MELATONIN: WHAT IS IT?
Melatonin, chemically called N-acetyl-5-methoxytryptamine, is a hormone produced by the pituitary gland, a gland located at the base of the brain, which exerts its action on the hypothalamus, regulating the sleep-wake cycle in humans and animals.
It is also produced by plants: however, in this case, it only has an antioxidant function.
MELATONIN IN FOOD
Melatonin is present in significant quantities in several foods, including:
Food | Quantity of melatonin picograms/1 g |
Oats | 1700 |
Corn | 1400 |
Tomatoes | 600 |
Radishes | 500 |
Cherries | |
Bananas | |
Grape | |
Rice and cereals | |
Plums | |
Olive oil | |
Wine | |
Beer |
THE ROLE OF MELATONIN
In animals and humans, melatonin has the function of regulating
- sleep-wake rhythm
- blood pressure
- seasonal reproduction
- immune system
The substance’s main task is undoubtedly the regulation of the sleep-wake cycle. Indeed:
with darkness, the pituitary gland produces more melatonin, a signal that is interpreted by the body as impending rest.

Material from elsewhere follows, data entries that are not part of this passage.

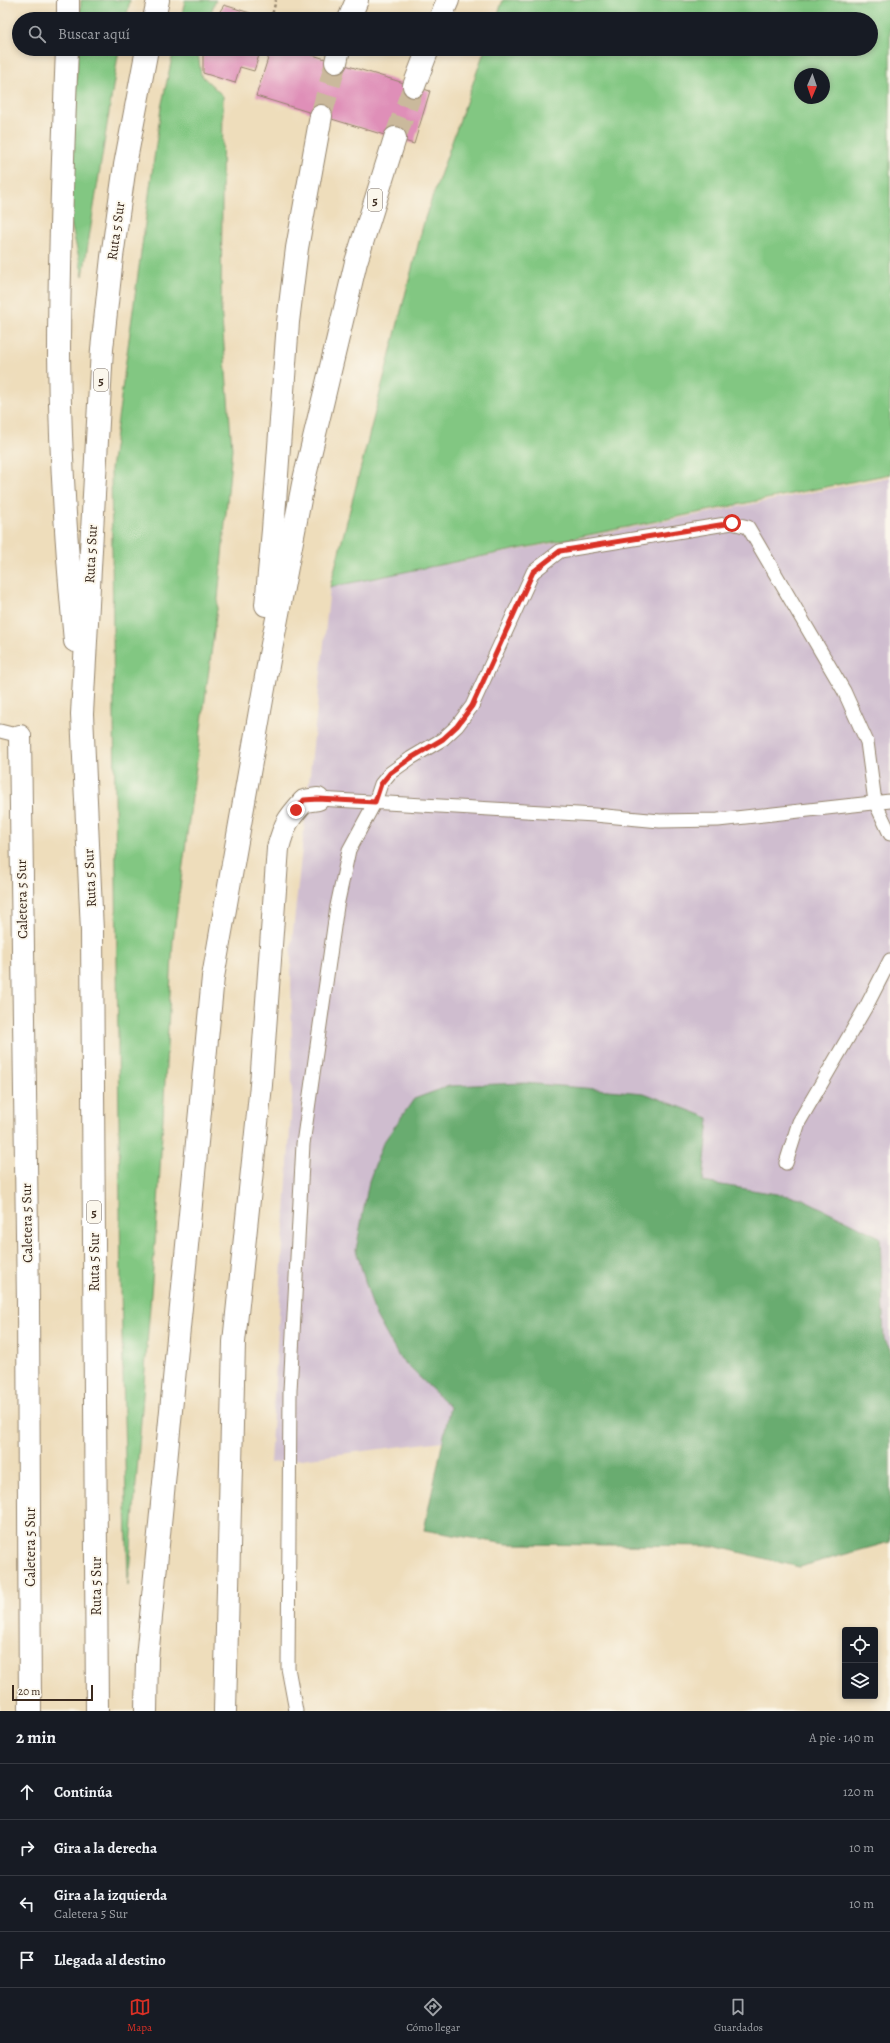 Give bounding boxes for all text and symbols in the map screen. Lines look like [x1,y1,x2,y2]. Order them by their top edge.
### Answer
search box [12,12,878,56]
icon: search [26,23,48,45]
text: Buscar aquí [58,24,130,44]
north arrow [794,68,830,104]
road number: 5 [368,189,382,211]
street label: Ruta 5 Sur [103,200,130,261]
road number: 5 [94,369,108,391]
route start [723,514,741,532]
street label: Ruta 5 Sur [80,524,102,584]
route end [287,801,305,819]
street label: Ruta 5 Sur [79,848,101,908]
street label: Caletera 5 Sur [12,858,32,939]
street label: Caletera 5 Sur [17,1182,37,1263]
road number: 5 [87,1201,101,1223]
street label: Ruta 5 Sur [85,1232,104,1291]
street label: Caletera 5 Sur [21,1507,40,1587]
street label: Ruta 5 Sur [87,1556,106,1615]
map controls [842,1627,878,1699]
button: locate [842,1627,878,1663]
button: layers [842,1663,878,1699]
scale bar [12,1683,93,1702]
text: 20 m [18,1684,40,1699]
text: 2 min [16,1726,56,1749]
text: A pie · 140 m [809,1729,874,1746]
icon: ahead [16,1781,38,1803]
text: Continúa [54,1782,112,1802]
text: 120 m [843,1783,874,1800]
icon: right [16,1837,38,1859]
text: Gira a la derecha [54,1838,157,1858]
text: 10 m [849,1839,874,1856]
text: Gira a la izquierda [54,1885,167,1905]
icon: left [16,1893,38,1915]
text: 10 m [849,1895,874,1912]
text: Caletera 5 Sur [54,1905,128,1922]
icon: arrive [16,1949,38,1971]
text: Llegada al destino [54,1950,166,1970]
tab: Mapa [127,1996,152,2035]
tab: Cómo llegar [406,1996,460,2035]
tab: Guardados [714,1996,763,2035] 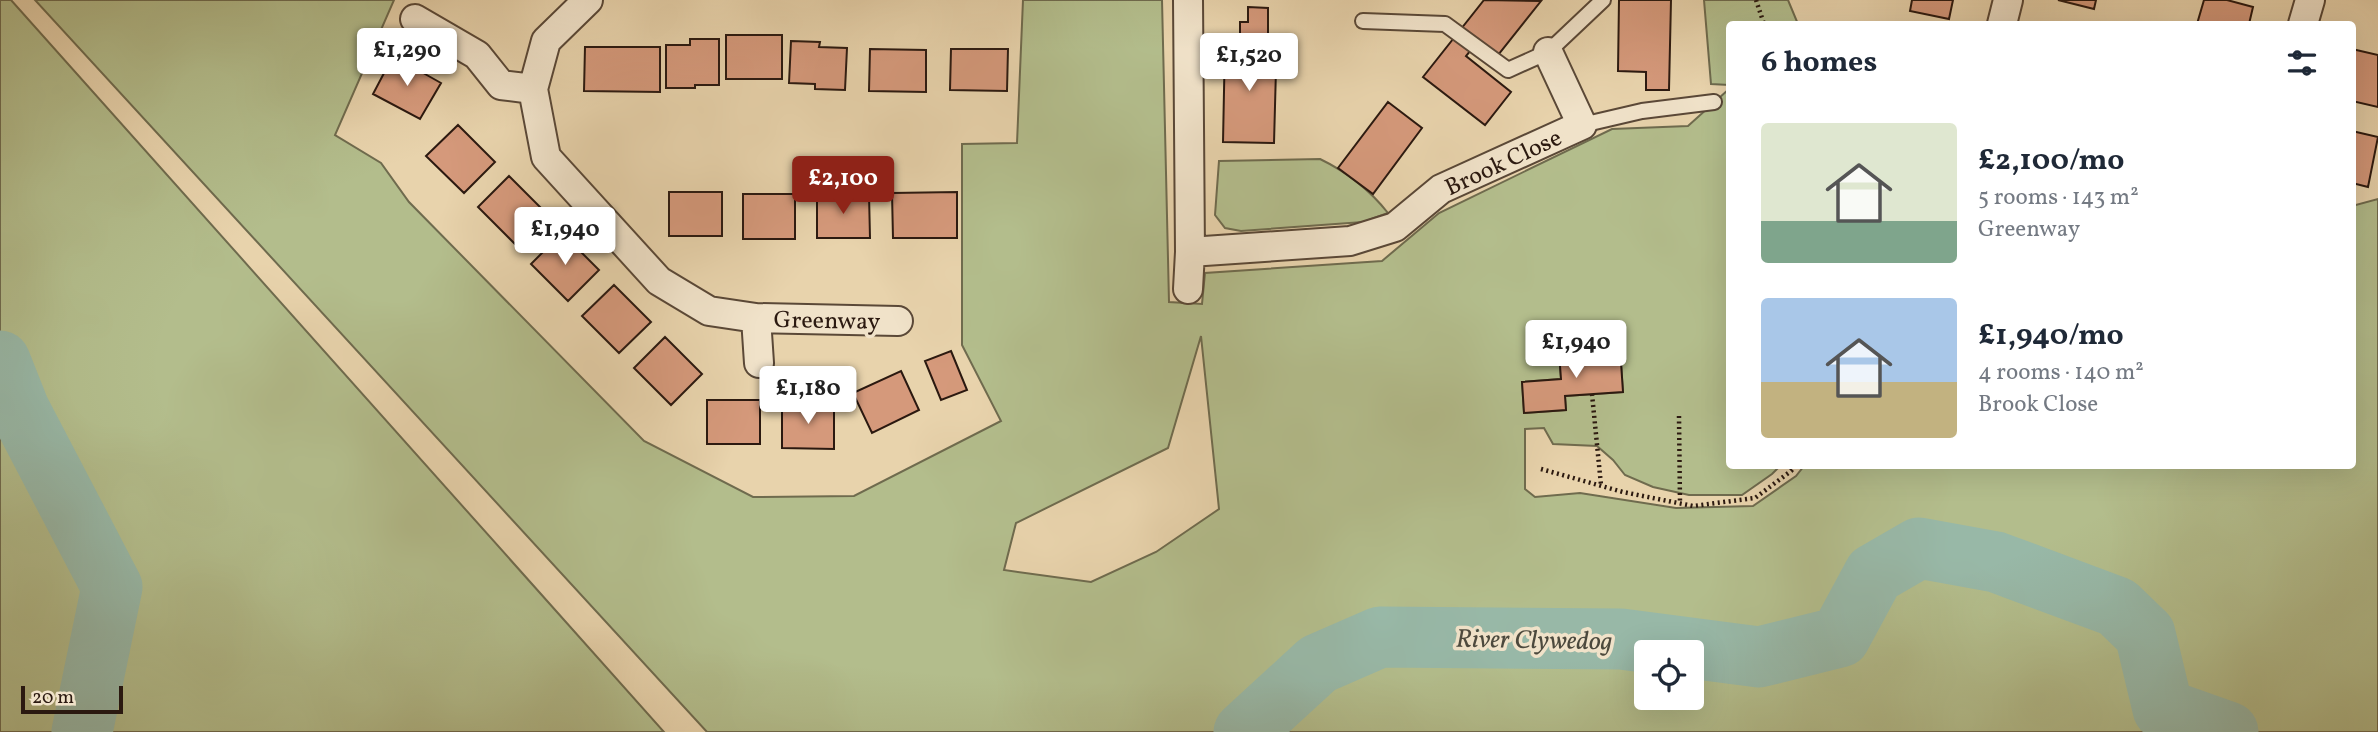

With light, on the other hand, melatonin production decreases and thus the body prepares to stay awake.
MELATONIN SUPPLEMENTS
Melatonin is used as a supplement or as an actual drug to regulate the sleep-wake cycle, especially in cases of:
- jet-lag
- professions with night shifts
- blind subjects
- general insomnia
- delayed sleep phase syndrome (DSPS)
- insomnia related to attention deficit hyperactivity disorder (ADHD)
- insomnia caused by beta-blockers
- sleep problems in children with developmental disorders, such as autism, cerebral palsy and mental retardation
The use of melatonin is intended to improve sleep duration and quality.
It also has a number of advantages:
- absence of effects in the morning, such as drowsiness and dizziness
- no development of tolerance with repeated doses over time
- no development of dependence
- high tolerability, with few side effects
The data in the literature refer to the administration of doses of between 0.3 and 5 mg per day: however, in the European Union, it is stipulated that in the case of self-medication (without a doctor’s prescription), the dose of 1 mg per day of melatonin must not be exceeded.
MELATONIN DEFICIENCY
Melatonin production decreases with aging. During the night, the reduced levels of the hormone that are released can contribute to the problem of insomnia and early awakening. Melatonin production has a seasonal pattern, with shorter periods of production in summer and longer periods in winter. The presence of a light source during the night can block melatonin production and can cause sleep disturbances.